Instructions for the task: The task calls for every entry to be printed word for word, without the images.
━━━━━━━━
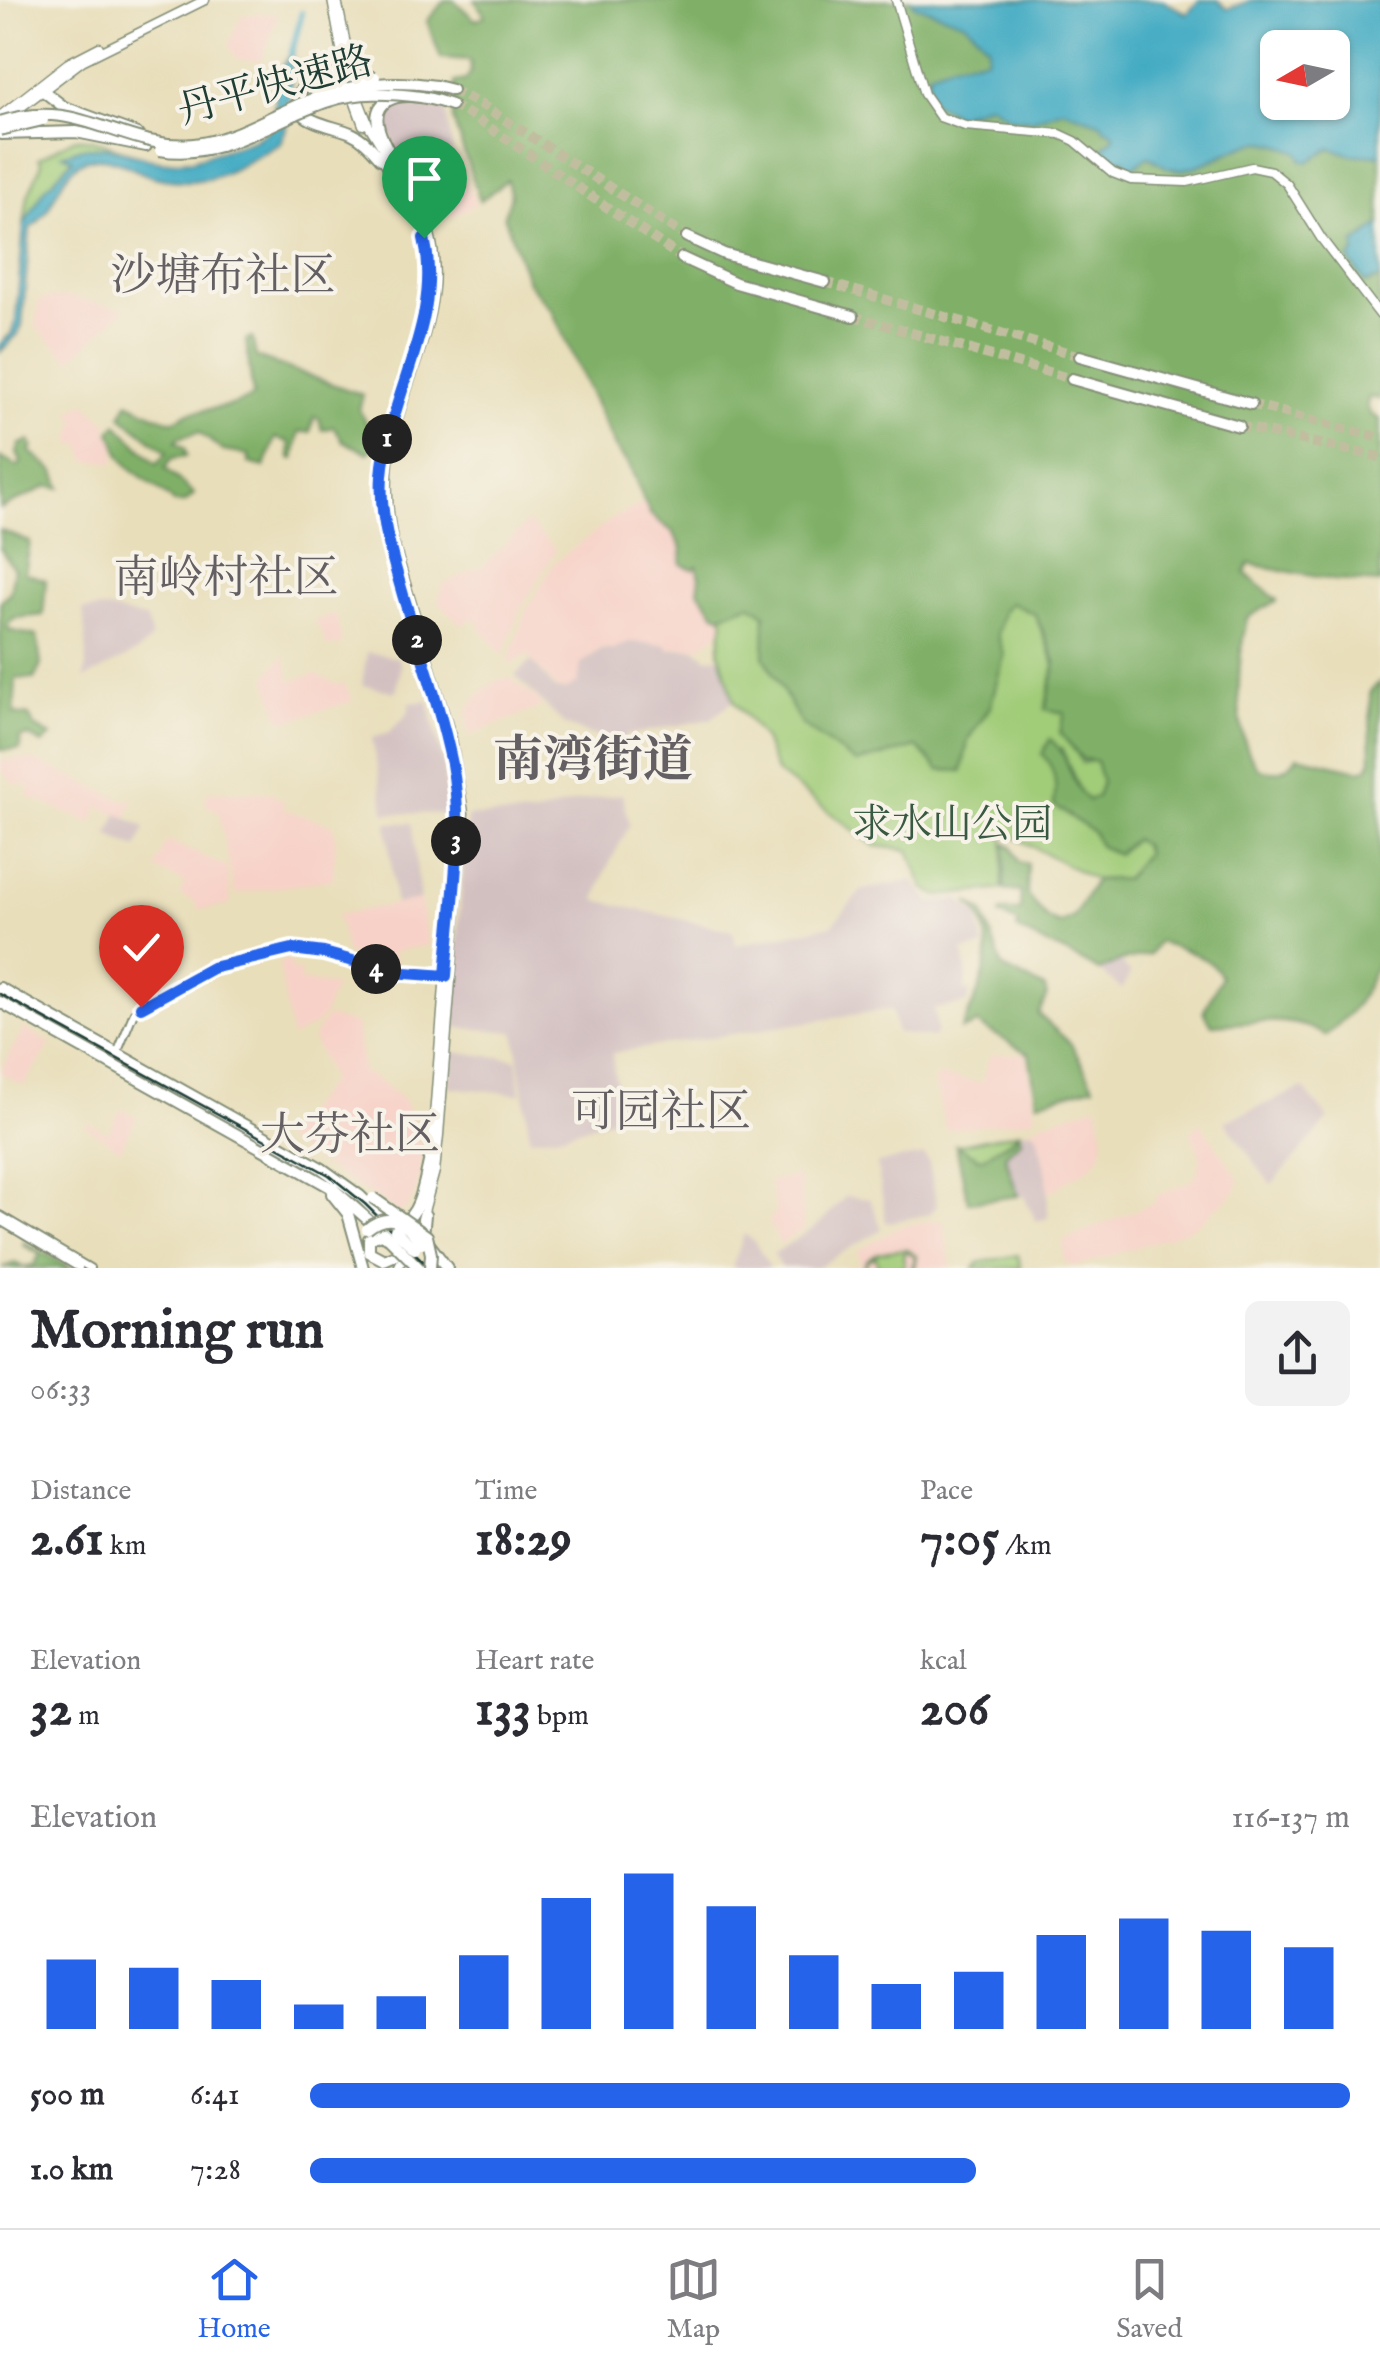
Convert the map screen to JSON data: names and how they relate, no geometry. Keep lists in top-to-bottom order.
{
  "streets": {
    "highway": ["丹平快速路"]
  },
  "districts": [
    "沙塘布社区",
    "南岭村社区",
    "南湾街道",
    "可园社区",
    "大芬社区"
  ],
  "parks": ["求水山公园"],
  "north": "left",
  "page": {
    "pins": [
      "1",
      "2",
      "3",
      "4"
    ],
    "heading": ["Morning run", "06:33"],
    "stats": [
      ["Distance", "2.61 km"],
      ["Time", "18:29"],
      ["Pace", "7:05 /km"],
      ["Elevation", "32 m"],
      ["Heart rate", "133 bpm"],
      ["kcal", "206"]
    ],
    "chart": ["Elevation", "116–137 m"],
    "list": [
      {
        "name": "500 m",
        "note": "6:41"
      },
      {
        "name": "1.0 km",
        "note": "7:28"
      }
    ],
    "tabs": ["Home", "Map", "Saved"]
  }
}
━━━━━━━━
Response area:
Convert the map screen to JSON data: names and how they relate, no geometry. Keep lists in top-to-bottom order.
{
  "streets": {
    "highway": ["丹平快速路"]
  },
  "districts": [
    "沙塘布社区",
    "南岭村社区",
    "南湾街道",
    "可园社区",
    "大芬社区"
  ],
  "parks": ["求水山公园"],
  "north": "left",
  "page": {
    "pins": [
      "1",
      "2",
      "3",
      "4"
    ],
    "heading": ["Morning run", "06:33"],
    "stats": [
      ["Distance", "2.61 km"],
      ["Time", "18:29"],
      ["Pace", "7:05 /km"],
      ["Elevation", "32 m"],
      ["Heart rate", "133 bpm"],
      ["kcal", "206"]
    ],
    "chart": ["Elevation", "116–137 m"],
    "list": [
      {
        "name": "500 m",
        "note": "6:41"
      },
      {
        "name": "1.0 km",
        "note": "7:28"
      }
    ],
    "tabs": ["Home", "Map", "Saved"]
  }
}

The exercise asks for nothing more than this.